Ce qui est étonnant, lorsqu’on se repasse la série d’événements qui se produisent pendant l’année 1936, dans le monde entier, c’est de voir leur incroyable cohérence entre eux, et à quel point ils annoncent déjà, d’une façon particulièrement claire, la grande déflagration qui va se produire seulement quelques années plus tard. Qu’on en juge :
- Au Moyen-Orient, troubles importants (situation insurrectionnelle… en Syrie, déjà !), nouvelle souveraineté turque sur les Dardanelles, avec remilitarisation,
- Au Japon, nomination d’un premier ministre ultranationaliste, et pacte anti-Komintern Allemagne-Japon, puis Allemagne-Italie-Japon,
- En Russie, consolidation de l’URSS, sur le plan géographique (les kirghizes, les kazakhs rejoignent l’URSS), idéologique et politique (grands procès de Moscou, avec condamnation de Zinoviev et Kamenev pour complot au profit de l’Allemagne et du Japon),
- En Europe,
- Au Royaume Uni, traité de coopération politique et de défense avec l’Egypte,
- En Espagne, début de la guerre civile
- En Allemagne surtout, plébiscite pour Hitler au Reichstag, congrès de Nuremberg (avec allongement du service militaire et politique de réarmement), alliance Hitler-Mussolini, remilitarisation de la Rhénanie, en violation du Traité de Versailles….

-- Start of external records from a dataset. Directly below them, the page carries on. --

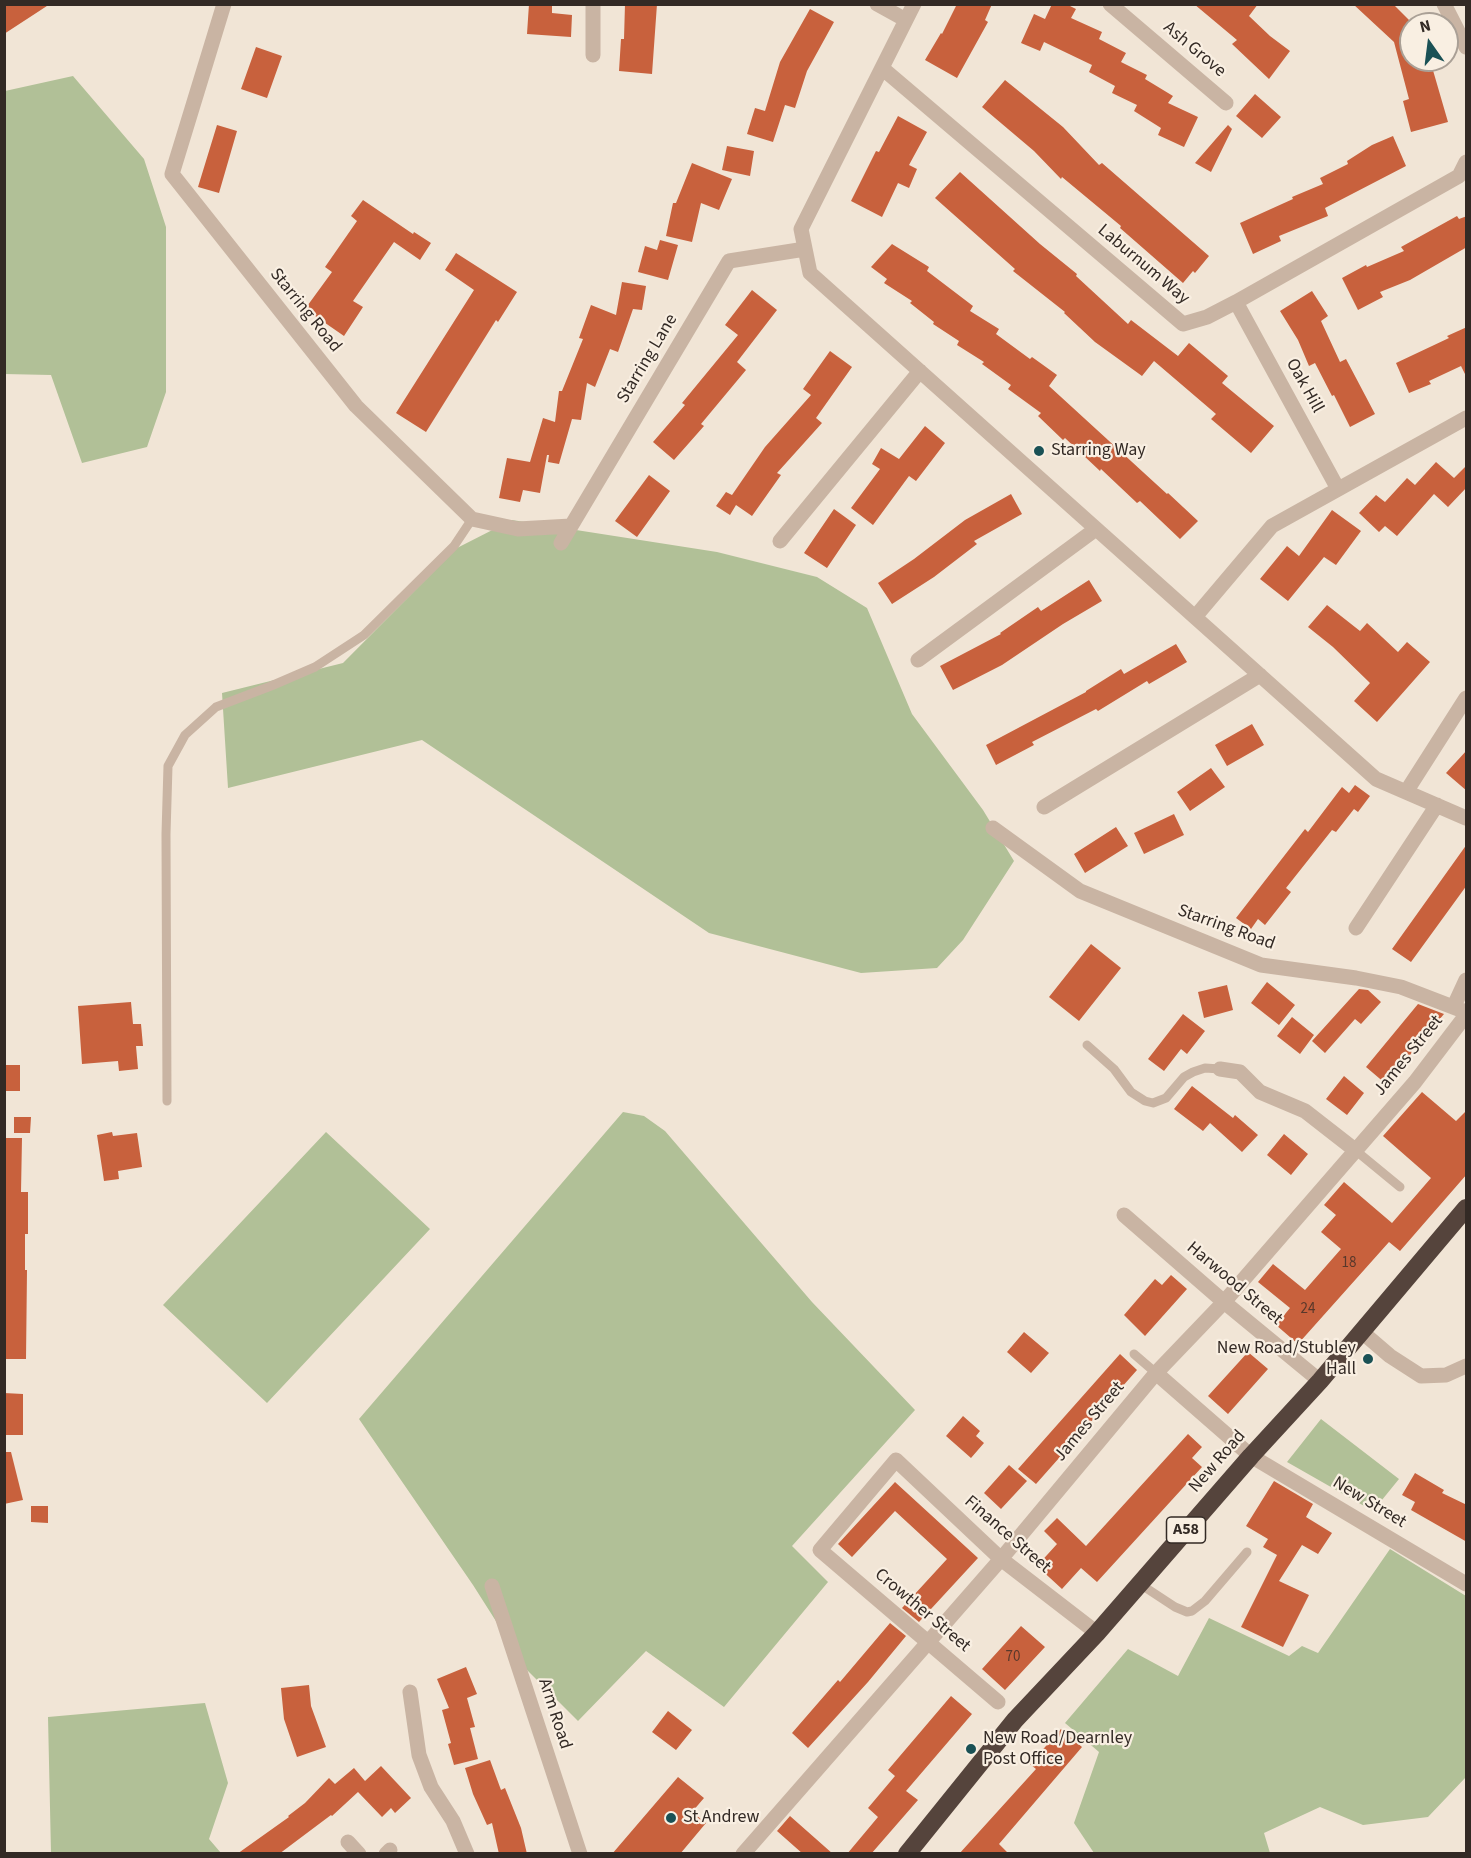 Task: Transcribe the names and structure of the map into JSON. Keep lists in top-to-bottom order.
{
  "streets": {
    "highway": ["New Road", "A58"],
    "street": [
      "Ash Grove",
      "Laburnum Way",
      "Starring Road",
      "Starring Lane",
      "Oak Hill",
      "James Street",
      "Harwood Street",
      "New Street",
      "Finance Street",
      "Crowther Street",
      "Arm Road"
    ]
  },
  "crossings": [
    ["Laburnum Way", "Oak Hill"],
    ["Starring Road", "James Street"],
    ["James Street", "Harwood Street"],
    ["James Street", "New Street"],
    ["James Street", "Finance Street"],
    ["James Street", "Crowther Street"],
    ["Harwood Street", "New Road"],
    ["New Road", "New Street"],
    ["New Road", "Finance Street"],
    ["Finance Street", "Crowther Street"]
  ],
  "places": [
    "Starring Way",
    "New Road/Stubley Hall",
    "New Road/Dearnley Post Office",
    "St Andrew"
  ],
  "house_numbers": ["18", "24", "70"],
  "north": "top"
}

Excusez du peu ! Dans le monde entier, partout, on met les bouchées doubles, on resserre les rangs, on réarme, on se mobilise, on se place, on cherche ses alliés, on fourbit les armes. Etait-il possible de ne pas deviner la suite ?

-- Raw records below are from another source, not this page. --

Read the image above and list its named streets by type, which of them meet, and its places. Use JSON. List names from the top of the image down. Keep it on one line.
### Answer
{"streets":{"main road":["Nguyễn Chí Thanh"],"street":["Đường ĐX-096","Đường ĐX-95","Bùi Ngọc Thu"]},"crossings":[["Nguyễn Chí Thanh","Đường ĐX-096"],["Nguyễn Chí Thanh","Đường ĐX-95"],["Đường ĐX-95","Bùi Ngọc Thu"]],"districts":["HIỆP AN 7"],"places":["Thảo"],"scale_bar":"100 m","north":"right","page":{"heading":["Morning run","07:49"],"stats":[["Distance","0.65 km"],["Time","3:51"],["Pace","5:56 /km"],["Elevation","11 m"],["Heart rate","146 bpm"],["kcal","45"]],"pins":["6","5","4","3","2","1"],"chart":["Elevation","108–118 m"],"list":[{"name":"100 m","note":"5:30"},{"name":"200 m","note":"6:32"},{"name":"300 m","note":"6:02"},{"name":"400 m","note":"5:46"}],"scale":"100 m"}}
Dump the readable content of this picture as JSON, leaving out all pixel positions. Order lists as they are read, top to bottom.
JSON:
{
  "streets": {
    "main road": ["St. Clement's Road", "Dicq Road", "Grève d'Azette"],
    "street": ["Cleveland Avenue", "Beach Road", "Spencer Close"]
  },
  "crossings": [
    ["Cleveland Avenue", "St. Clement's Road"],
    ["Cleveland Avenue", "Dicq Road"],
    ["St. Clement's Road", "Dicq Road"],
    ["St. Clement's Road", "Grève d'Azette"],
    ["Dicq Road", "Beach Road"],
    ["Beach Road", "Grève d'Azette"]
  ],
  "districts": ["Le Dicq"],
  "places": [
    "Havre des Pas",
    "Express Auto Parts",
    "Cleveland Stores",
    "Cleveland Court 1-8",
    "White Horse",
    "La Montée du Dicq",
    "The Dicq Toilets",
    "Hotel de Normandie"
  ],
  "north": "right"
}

Que se passe-t-il en France, pendant ce temps ?
Le 26 Avril, c’est la victoire du Front Populaire aux législatives. Immédiatement, un vaste mouvement de grèves s’instaure, avec occupation d’usines, etc… Plus d’un million de personnes sont dans la rue. Les communistes, déjà, soutiennent le gouvernement, sans participation. Le gouvernement, déjà, veut relancer la production par la consommation (mais si !). En Juin, les Accords de Matignon sont signés, avec conventions collectives, délégués syndicaux, augmentation importante des salaires, congés payés. Sur le plan international, la France ne réagit ni à la guerre d’Espagne, ni à la remilitarisation de la Rhénanie.
Alors que le monde entier sait que l’on va se battre et s’y prépare, en resserrant les rangs, en France, on s’enferme dans l’autisme, on fait comme si tout allait bien [1].
Mutatis, mutandis, que se passe-t-il aujourd’hui ?
Le monde entier se comporte, sur le plan économique, comme il le faisait à l’époque sur le plan militaire : baisses de salaires, coupes drastiques dans les charges et les budgets sociaux, désendettement à marche forcée, renforcement de la taille et de la compétitivité des entreprises, délocalisation des sous-traitants, forces de frappe financière (fonds souverains), développement, chaque fois que possible, des exportations.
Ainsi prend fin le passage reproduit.